Mevcut durumda olup bitenle yola çıktığımız zaman, tam olarak neye ihtiyacımız olduğunun tespiti de kolaylaşıyor. Bu tespitin hemen ardından o ihtiyacı gidermek için olasılıkları araştırmak daha da çabuk oluyor. Üstelik, sadece mevcut durumu irdelediğimizde, belki de hemen bardağın yanında duran bir sürahi dolusu suyu görmek ve ihtiyaca göre doldurabilmek mümkün hale gelebiliyor.

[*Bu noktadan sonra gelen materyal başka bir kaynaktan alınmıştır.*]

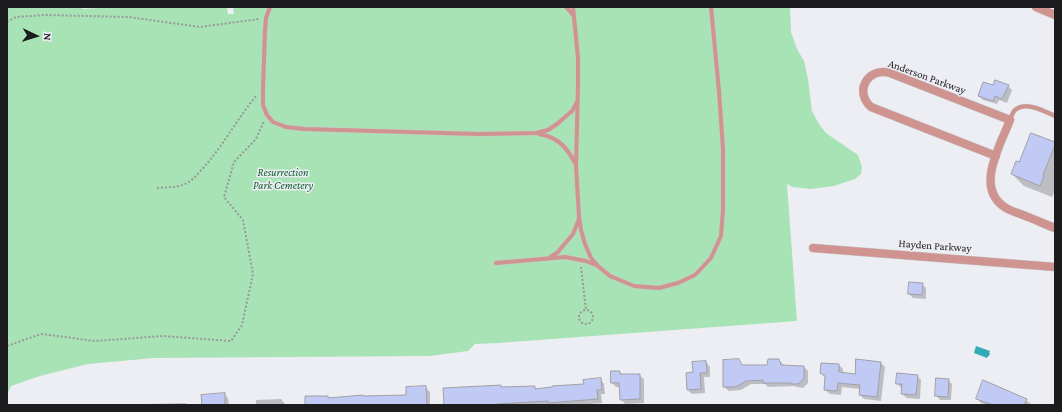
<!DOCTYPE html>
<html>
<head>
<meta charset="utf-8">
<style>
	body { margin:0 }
	#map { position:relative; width:1062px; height:412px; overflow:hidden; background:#edeef4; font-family:"Crimson Pro",serif }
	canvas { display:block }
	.frame { position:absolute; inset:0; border:8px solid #1c1c1e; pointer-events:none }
	.north { position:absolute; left:16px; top:16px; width:40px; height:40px; -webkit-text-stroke:3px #edeef4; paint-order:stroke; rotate:94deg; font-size:11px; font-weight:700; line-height:16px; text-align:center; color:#1c1c1e }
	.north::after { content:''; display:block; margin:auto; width:14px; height:18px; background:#1c1c1e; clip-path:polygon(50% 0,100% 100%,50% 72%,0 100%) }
</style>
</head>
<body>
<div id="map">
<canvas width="1062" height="412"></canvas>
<div class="frame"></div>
<div class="north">N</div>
</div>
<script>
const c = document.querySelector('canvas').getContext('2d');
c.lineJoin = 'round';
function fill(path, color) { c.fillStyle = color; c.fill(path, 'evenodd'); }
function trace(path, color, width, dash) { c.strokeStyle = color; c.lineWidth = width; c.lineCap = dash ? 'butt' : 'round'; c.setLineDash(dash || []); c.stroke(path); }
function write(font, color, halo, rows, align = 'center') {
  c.font = font + ' "Crimson Pro",serif'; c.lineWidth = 3; c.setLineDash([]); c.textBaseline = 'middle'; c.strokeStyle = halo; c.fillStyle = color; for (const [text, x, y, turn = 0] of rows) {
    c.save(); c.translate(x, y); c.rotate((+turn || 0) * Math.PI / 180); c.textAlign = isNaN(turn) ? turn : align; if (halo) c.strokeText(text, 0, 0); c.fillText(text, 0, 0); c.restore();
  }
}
fill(new Path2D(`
	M7,7H81L83,9L113,7H227L228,14H234L233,7H790L791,32L797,49L804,61L808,79L812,111L819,124L826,133L858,155L862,167L861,174L855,179L834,186L811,189L792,187L787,184L797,321L498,343L475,344L468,351L430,356L154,358L88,364L40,376L11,386L7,395Z`), '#a8e3b5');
fill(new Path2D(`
	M976,346L990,351L989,353H990L989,356H988L987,358L974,353Z`), '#34aab4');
fill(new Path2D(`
	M1008,86L1012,90L1007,103L999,100L997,104L983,100L979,96L994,87Z
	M1055,143V190L1052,197L1024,186L1012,174L1019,163Z
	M922,284L926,288V299L913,298L909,294Z
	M738,360L744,366H768L779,360L783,364L784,366L804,367L808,371V383L803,388L796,387L795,386L768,387L765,384H751L741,390L729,391L724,387Z
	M706,362L710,367V377H704L705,393L692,394L688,390L694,373Z
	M881,363L885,367L881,401L864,399L860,395L861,389L842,387L841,395L830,394L825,390L826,378L821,373L839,365L843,369V374L855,375Z
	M612,372H619L622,375H639L644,379V403L625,404L621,399L620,387H616L612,383Z
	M917,376L921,380L920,399L907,398L902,394L903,388H901L897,383Z
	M600,379L604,384L605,394H601L602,403L579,405H445L501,386L503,388L534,387L537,390L585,384Z
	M948,380L952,384L951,400H940L936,395Z
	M426,388L430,392V405H306L328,397L330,399L407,396Z
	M224,394L228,398L229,405H203Z
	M977,398L1026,400L1031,404L1030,405H988L981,403Z
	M281,399L285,404V405H256V400Z
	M185,403L188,405H150V404Z`), '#0003');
const building = new Path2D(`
	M995,80L1009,85L1002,99L995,96L993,101L978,96L983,82L993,85Z
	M1031,133L1055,142V145L1043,175L1044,176L1040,186L1011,174L1016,161L1019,162Z
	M909,282L923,283L922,295L908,294Z
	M739,359L742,365H767L768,359H779L781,365L804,366V378L799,384H791V383H763V380L746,381L736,387H723V360Z
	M856,359L881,362L877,397L859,395L860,385L838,383L837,391L824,390L825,376L820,373L821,363L839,364V372L855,374Z
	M706,361L707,373H700L701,389L687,390L686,373L693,372L692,362Z
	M611,371H620V374H640V399L620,400L619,383H611Z
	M897,373L918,375L916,395L901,394L902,384H896Z
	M601,378L602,390H597L598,399L548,403V401L497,404V405H444L443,388L501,385V387L535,386V389L552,387V386L584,384L583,380Z
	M936,378L949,379L948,397L935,396Z
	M983,380L1027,399L1024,405H993L976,399Z
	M426,386L427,405H305V396H328V398L363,395V396L406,395V387Z
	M225,393V405H202L201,395Z`);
fill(building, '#c0caf5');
trace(building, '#9fa0a6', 1);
const service = new Path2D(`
	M270,7L266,18L265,30L263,87V105L267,115L273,122L286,127L304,129L478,134L536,133L548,130L557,124L572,111L577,102
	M566,7L568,9L573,15
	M573,7L578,58V85L576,166L579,217L581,230L585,244L591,258L598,266L610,276L634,286L659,288L678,283L695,275L711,258L721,236L723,209V149L719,91L711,7
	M1010,120C1011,117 1012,114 1014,111C1025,100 1044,111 1055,116
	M539,134C557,137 567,147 575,163
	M550,257L557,253L573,234L579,219
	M496,263L565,257L586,261L596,265`);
const minor = new Path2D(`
	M1036,7L1055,15
	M996,156L871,107C854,92 867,67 890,73L1010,120C1000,146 974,189 1006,208C1011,211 1018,213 1023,215C1034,219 1044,224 1055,228
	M813,248L1055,267`);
trace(service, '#c7c8cd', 5);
trace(minor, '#c7c8cd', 9);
trace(new Path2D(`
	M7,22L16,17L45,15L129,17L200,27L259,19
	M157,188C166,187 176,188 185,184C193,181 199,172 205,166C224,144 238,118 256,96
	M7,238V262
	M581,267L586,310
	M579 317a7 7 0 1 1 14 0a7 7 0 1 1-14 0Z
	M7,346L41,334L95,341L163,336L231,341L242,325L253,274L243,220L224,197L234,162L256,139L264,121`), '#97989c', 2, [2, 2]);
trace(service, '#cf9490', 4);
trace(minor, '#cf9490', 8);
write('11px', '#1c1c1e', '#edeef4', [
	["Anderson Parkway",927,77,20],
	["Hayden Parkway",935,246,4]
]);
write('italic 11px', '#0d5c2d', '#edeef4', [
	["Resurrection",283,173],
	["Park Cemetery",283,186]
]);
</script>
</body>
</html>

Bu ve benzeri bakış açıları yaşam boyu öğrenip geliştirdiğimiz birer düşünce biçimi alışkanlığı olduğuna göre ve ister davranış alışkanlığı olsun, ister düşünce biçimi alışkanlığı, bütün alışkanlıklar biz istersek değişebileceğine göre, siz hangi alışkanlık tarafında olmak ve orada kalmak istersiniz?

Bu hafta biraz düşünce biçimi alışkanlıklarınızı keşfetmeye ve sürekli alıştığınız şekilde düşünüyor olmanın yaşamınızı nasıl etkilediğini fark etmeye ne dersiniz?